Senioritis usually kicks in during the final semester for high school students, but what about for college students? I am a third-year senior and a growing concern for me is what comes after graduation. I am sure that I am not the only one with concerns about graduating and what happens thereafter. College senioritis differs from the high school version in one big way for most students: no more education after graduation. Many who are about to graduate will be going into the workforce trying to start the next stage of their lives. No more classes, homework, projects, lectures, etc… sounds great right?
Well, when this routine is basically all you have known for the majority of your life, it may be hard to transition into life beyond education. Life as a graduate is what many call, and dread, the “adult life.”
There are a few things that may be helpful for those getting ready to make that transition. The earlier you do these things the better. Tip number one: Start planning now. By this point most of us know what career field and area of interest we want to pursue. Start looking in those areas for jobs or more serious internships. It is never too early to polish up your resume and make sure all of your college accomplishments are up to date.

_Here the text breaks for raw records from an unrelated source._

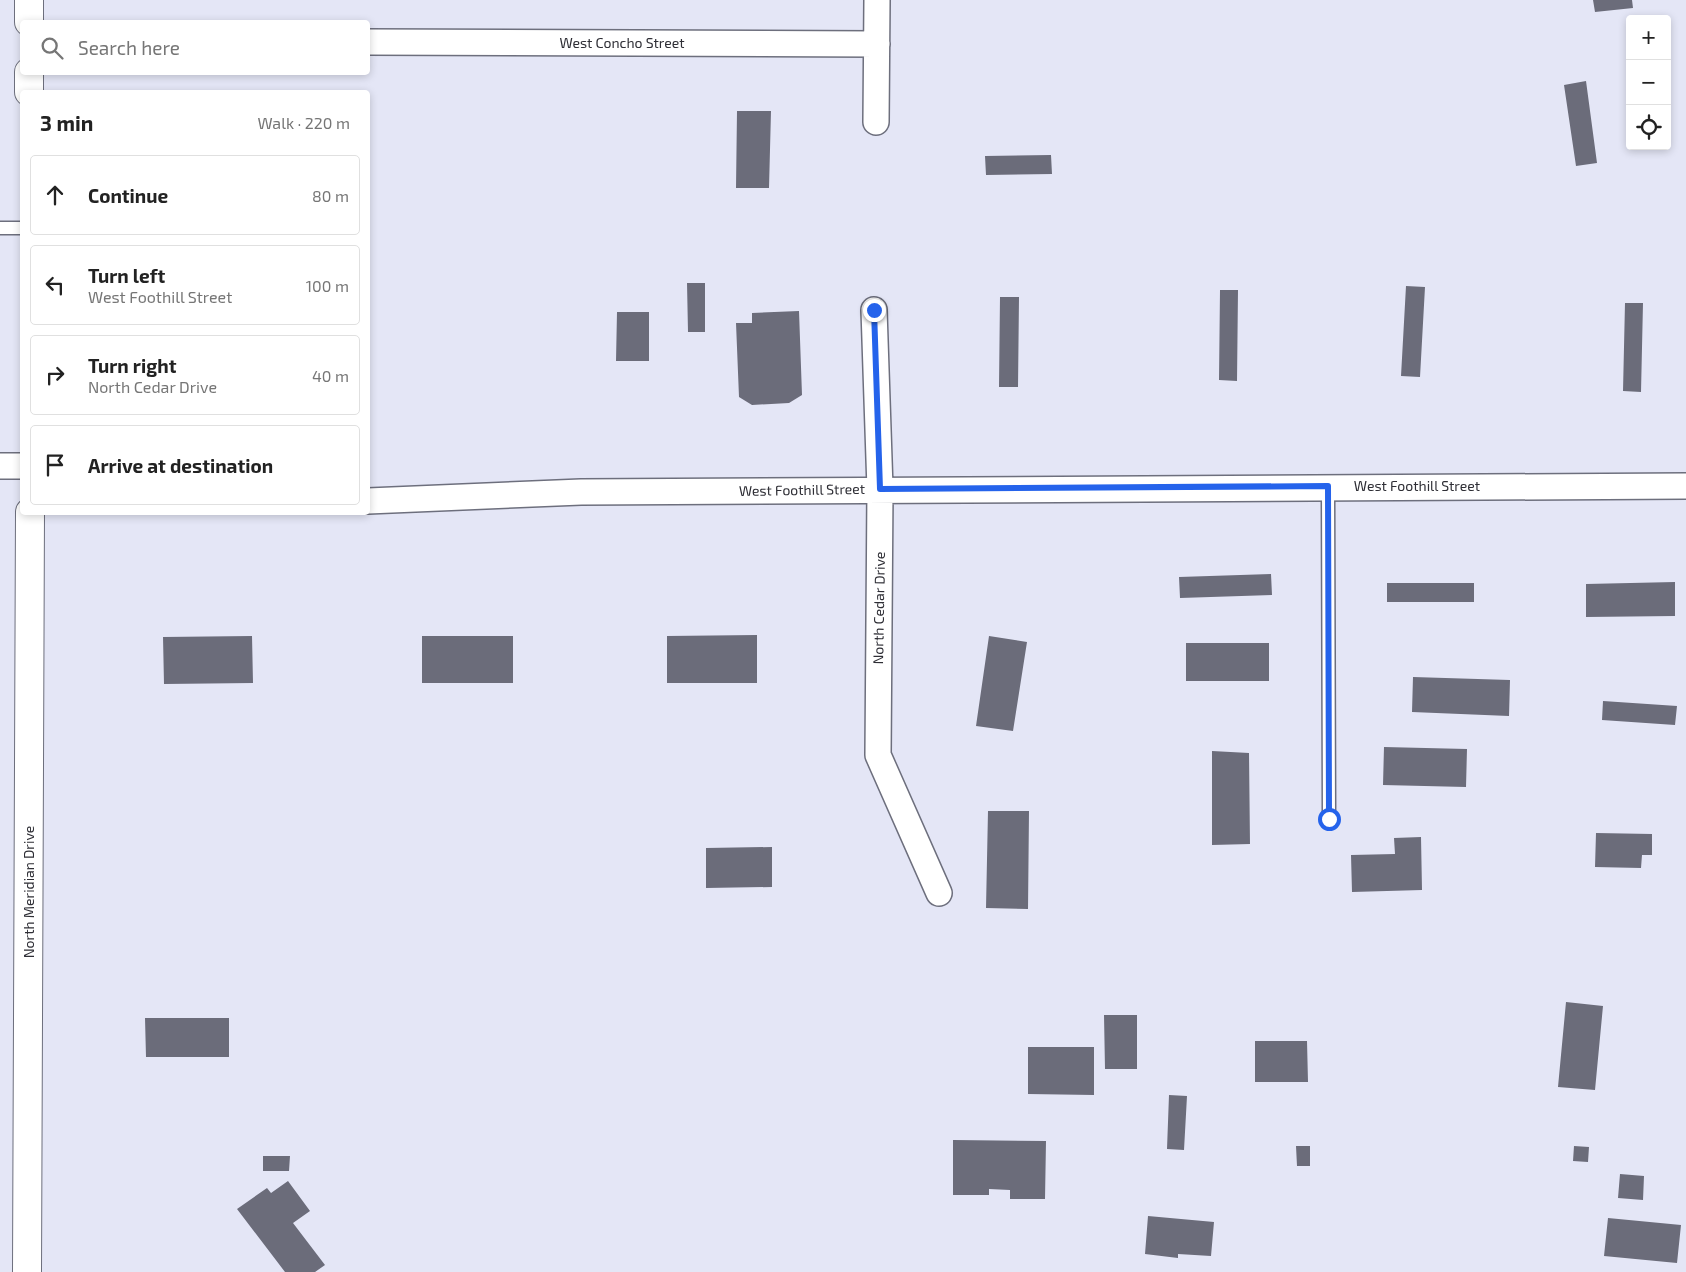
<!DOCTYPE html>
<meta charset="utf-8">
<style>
body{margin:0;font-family:"Exo 2",sans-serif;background:#f6f6f6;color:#222}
.controls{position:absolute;right:15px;top:15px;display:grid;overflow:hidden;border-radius:5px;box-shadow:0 2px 8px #0003}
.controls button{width:45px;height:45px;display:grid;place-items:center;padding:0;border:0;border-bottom:1px solid #e0e0e0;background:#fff;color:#222;font:25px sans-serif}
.stop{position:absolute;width:15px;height:15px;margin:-11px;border:4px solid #2563eb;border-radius:50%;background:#fff}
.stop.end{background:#2563eb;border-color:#fff;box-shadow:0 1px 5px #0008}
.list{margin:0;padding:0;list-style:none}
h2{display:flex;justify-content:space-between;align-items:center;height:65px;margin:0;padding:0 20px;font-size:21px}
h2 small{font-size:16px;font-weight:400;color:#767676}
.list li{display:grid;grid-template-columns:32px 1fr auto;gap:15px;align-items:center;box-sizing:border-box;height:80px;margin:0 10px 10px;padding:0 10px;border:1px solid #e0e0e0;border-radius:5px}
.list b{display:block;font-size:19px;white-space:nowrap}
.list p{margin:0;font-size:16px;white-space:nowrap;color:#767676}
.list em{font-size:16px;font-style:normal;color:#767676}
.icon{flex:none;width:28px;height:28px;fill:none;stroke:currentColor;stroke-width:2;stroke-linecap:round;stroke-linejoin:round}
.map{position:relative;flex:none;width:1686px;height:1272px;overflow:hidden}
.search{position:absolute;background:#fff;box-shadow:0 2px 8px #0003;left:20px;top:20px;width:350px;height:55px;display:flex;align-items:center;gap:12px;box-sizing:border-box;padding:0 18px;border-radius:5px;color:#767676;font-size:19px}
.panel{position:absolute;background:#fff;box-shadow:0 2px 8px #0003;left:20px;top:90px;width:350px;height:425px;border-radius:5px}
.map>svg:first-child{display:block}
</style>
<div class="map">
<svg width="1686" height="1272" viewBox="0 0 1686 1272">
<rect width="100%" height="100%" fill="#e4e6f6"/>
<path fill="#6b6c7a" d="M1593,0H1632L1633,8L1595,12Z
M1586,81L1597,163L1576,166L1564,85Z
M368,101H370V184H368Z
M737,111H771L769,188H736Z
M1051,155L1052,174L986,175L985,156Z
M687,283H705V332H688Z
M1406,286L1425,287L1420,377L1401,376Z
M1220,290H1238L1237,381L1219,380Z
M1000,297H1019L1018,387H999Z
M1625,303H1643L1641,392L1623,391Z
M799,311L802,395L789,403L752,405L739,397L736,323H752V313Z
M617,312H649V361H616Z
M1271,574L1272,595L1180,598L1179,577Z
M1675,582V616L1586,617V584Z
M1387,583H1474V602H1387Z
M757,635V683H667V636Z
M252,636L253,683L164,684L163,637Z
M422,636H513V683H422Z
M989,636L1027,642L1013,731L976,726Z
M1186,643H1269V681H1186Z
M1413,677L1510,680L1509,716L1412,712Z
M1603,701L1677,706L1675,725L1602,720Z
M1384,747L1467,749L1466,787L1383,785Z
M1212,751L1249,753L1250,844L1212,845Z
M988,811H1029L1028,909L986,908Z
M1596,833L1652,834V855H1642L1641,868L1595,867Z
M1421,837L1422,890L1352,892L1351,855L1395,854L1394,838Z
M772,847V887L706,888V848Z
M1566,1002L1603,1006L1595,1090L1558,1087Z
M1104,1015H1137V1069H1105Z
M145,1018H229V1057H146Z
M1255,1041H1307L1308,1082H1255Z
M1028,1047H1094V1095L1028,1094Z
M1169,1095L1187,1096L1184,1150L1167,1149Z
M953,1140L1046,1141L1045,1199H1010V1190L989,1189V1195H953Z
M1296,1146H1310V1166H1297Z
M1574,1146L1589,1147L1588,1162L1573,1161Z
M263,1156H290L289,1171H263Z
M1620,1174L1644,1176L1643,1200L1618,1198Z
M288,1181L310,1211L293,1223L325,1265L315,1272H285L237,1209L267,1188L271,1193Z
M1148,1216L1214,1222L1211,1256L1178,1254V1258L1145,1254Z
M1608,1218L1681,1225L1677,1263L1604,1256Z"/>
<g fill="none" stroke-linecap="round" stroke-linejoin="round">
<g stroke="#6d6f7d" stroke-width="15">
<path id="service" d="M0,228H22
M1328,486L1329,819"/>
</g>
<g stroke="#6d6f7d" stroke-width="28">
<path id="minor" d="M368,42L877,44
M876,122L877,0
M874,310L880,489L878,755L939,893
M0,466H22
M368,501L581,492L1686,486"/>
</g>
<g stroke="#6d6f7d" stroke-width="30">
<path id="tertiary" d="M29,22V0
M29,72V92
M27,1272L30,512"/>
</g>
<use href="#service" stroke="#fff" stroke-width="12"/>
<use href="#minor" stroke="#fff" stroke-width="25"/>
<use href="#tertiary" stroke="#fff" stroke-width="28"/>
</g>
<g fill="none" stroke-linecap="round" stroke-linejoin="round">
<path stroke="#2563eb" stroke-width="6" d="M874,310L880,489L1328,486L1329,819"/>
</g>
<g text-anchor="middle" stroke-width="5" stroke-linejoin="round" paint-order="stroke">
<g font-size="14" fill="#2e2e35" stroke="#fff">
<text x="622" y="48">West Concho Street</text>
<text x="1417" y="491">West Foothill Street</text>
<text transform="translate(802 490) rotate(-1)" y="5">West Foothill Street</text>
<text transform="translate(879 608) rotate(-89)" y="5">North Cedar Drive</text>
<text transform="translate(29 892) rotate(-90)" y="5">North Meridian Drive</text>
</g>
</g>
</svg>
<div class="controls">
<button>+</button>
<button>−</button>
<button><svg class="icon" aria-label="locate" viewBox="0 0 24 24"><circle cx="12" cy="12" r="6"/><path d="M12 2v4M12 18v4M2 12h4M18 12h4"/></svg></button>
</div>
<div class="stop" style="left:1329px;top:819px"></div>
<div class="stop end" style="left:874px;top:310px"></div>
<div class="search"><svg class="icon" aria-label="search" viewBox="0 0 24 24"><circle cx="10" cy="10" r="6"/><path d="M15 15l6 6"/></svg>Search here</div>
<section class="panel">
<h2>3 min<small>Walk · 220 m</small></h2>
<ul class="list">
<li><svg class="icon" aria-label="ahead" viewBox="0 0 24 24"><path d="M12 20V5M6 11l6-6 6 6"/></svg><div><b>Continue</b></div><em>80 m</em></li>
<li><svg class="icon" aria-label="left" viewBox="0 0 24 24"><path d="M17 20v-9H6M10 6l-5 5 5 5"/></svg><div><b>Turn left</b><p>West Foothill Street</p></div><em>100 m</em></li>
<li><svg class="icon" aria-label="right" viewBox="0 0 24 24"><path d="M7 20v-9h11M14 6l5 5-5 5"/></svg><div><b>Turn right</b><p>North Cedar Drive</p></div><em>40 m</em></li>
<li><svg class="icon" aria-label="arrive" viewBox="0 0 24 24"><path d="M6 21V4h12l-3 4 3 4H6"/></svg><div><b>Arrive at destination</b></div></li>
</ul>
</section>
</div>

The next tip is to get organized, which can take multiple forms. For you, this may mean getting work information and resumes organized in folders, with copies printed out ready to be handed to potential employers. This can also mean getting your life organized, cleaning up your living area, starting to make a daily schedule, or even organizing your closet. When you have all of your ducks in a row, it is easier and more fun to enjoy new beginnings.
Another great thing to do is to start or keep networking. Just because you graduated does not mean you should stop trying to create opportunities for yourself. After college you may find yourself with some free time, so use that time to try new things and meet new people that may result in great opportunities.
Lastly, but most importantly: Remember how far you have come. Graduating from college is a major achievement that should be celebrated. Be proud of all of the hard work you put in to get to this point. Be proud of the late nights in the library far after Gilberts has closed, and the study groups you were a part of in order to do well on your exams. By staying organized and looking ahead to the next season, senioritis can be overcome for your best semester yet.